• search
  • Entrar — Criar Conta

Da Obra Poética de Myriam Coeli (Parte 2-2)

Colaborador de Navegos, equipado de extraordinária bagagem erudita, musical e linquística, realiza a mais ampla e profunda interpretação da poesia coeliana, colocando-a em seu devido lugar no Parnaso contemporâneo. Sua palavra é hidromel para leitores exemplares.

*Francisco Alexsandro Soares Alves

A obra-prima de Myriam Coeli são as cantigas reunidas em Cantigas de amigo, de 1980, dividido em 24 partes, um poema introdutório chamado de Fundamentos, seguido de 23 cantigas (I à XXIII). É um livro polêmico. Aqui, a poetisa escreve em um português que respira ares provençais e arcaicos. É um livro polêmico. Por dois motivos. Por que uma autora moderna, ciente das renovações estéticas na palavra trazida, por exemplo, pelos concretistas, se interessaria pela cantiga provençal? E por que uma mulher que vivenciou o socialismo soviético, o movimento feminista americano, os hippies e todo a renovação social nos costumes que marcou o mundo na segunda metade do século XX se interessaria pelos temas das cantigas de Dom Dinis?

Eu imagino que respostas a essas perguntas não devem conter desculpas para a forma e muito menos tentar enquadrar esse livro em um feminismo forçado.

Primeiro, a forma é atemporal. Seja o soneto, a glosa, a trova. A forma se encaixa na vontade do homem de impor seu mundo através da ordem e do conhecimento sistematizados e racionalizados, não há nada mais humano do que a forma. Enquanto existir humano, existirá a forma. A questão nem deveria esbarrar na forma, porém depois dos campos estéticos plantados pelos concretistas, o poeta se vê obrigado a uma justificativa quando trabalha com o que sempre foi seu assunto – a palavra, e exatamente porque usa a palavra como formadora do verso, como unidade rítmica e formal e não a palavra que é apenas acessório para uma brincadeira no espaço até descambar em um plano que por fim é uma espécie de comunicação não-verbal.
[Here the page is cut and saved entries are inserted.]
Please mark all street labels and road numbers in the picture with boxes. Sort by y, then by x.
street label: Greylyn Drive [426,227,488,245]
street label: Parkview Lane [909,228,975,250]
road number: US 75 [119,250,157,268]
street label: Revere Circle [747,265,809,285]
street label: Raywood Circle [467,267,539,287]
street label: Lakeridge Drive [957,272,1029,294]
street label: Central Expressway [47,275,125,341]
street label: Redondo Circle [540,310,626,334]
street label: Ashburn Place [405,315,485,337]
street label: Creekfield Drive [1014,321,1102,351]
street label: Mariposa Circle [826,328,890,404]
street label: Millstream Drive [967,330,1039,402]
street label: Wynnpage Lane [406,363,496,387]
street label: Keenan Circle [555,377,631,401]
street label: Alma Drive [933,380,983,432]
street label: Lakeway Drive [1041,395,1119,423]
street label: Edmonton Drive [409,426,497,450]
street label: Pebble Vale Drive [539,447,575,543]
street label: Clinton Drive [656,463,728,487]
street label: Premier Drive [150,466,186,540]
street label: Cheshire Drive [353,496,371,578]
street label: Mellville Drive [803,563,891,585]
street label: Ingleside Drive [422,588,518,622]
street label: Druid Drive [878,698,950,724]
Não foi à toa que Ferreira Gullar, nosso maior poeta vivo, negou o neoconcretismo e retornou ao vinho da boa e velha palavra e que é sempre a boa e velha palavra.

E Coeli nas Cantigas de amigo nos fornece uma adega inteira de bom vinho. Como é delicioso se embriagar com suas redondilhas maiores – millésime do mais fino e complexo bouquet. Aqui não há espaço para “o poema que conta o casinho fajuto de amor, cujo limite inferior e superior é o púbis” (Eli de Araújo). Uma poesia como a das Cantigas é uma poesia que apenas poderia ser feita por um indivíduo talhado na boa gramática e com cultura suficiente para se erguer e levantar a vista para quase 800 anos de arte e trazer novidade ao gênero.

O segundo ponto é mais daninho. O artista pode ser uma antena de seu tempo. Ou não. Porém eu considero absurdo que o artista tenha que engajar a sua obra. A arte não tem obrigação alguma com a política ou com a economia. A não ser que o artista entenda que assim deve ser. A mulher artista não tem obrigação com o feminismo em sua arte. A não ser que assim ela entenda que deve ser. Eu não noto feminismo algum nas Cantigas de amigo de Coeli. E se há, de tão bem conscientemente escondido, não se coloca como fator central para o mesmo. Por isso me cansou José Wilson Pereira de Azevedo em seu ensaio sobre as Cantigas de amigo, aquela ânsia de enquadrar o texto no feminismo. A única justificativa, e péssima justificativa, é o fato do texto na verdade ter sido escrito para um seminário sobre mulher e literatura em Brasília em 2011. Porém o texto de Coeli não é feminista. E nem se preocupa com isso.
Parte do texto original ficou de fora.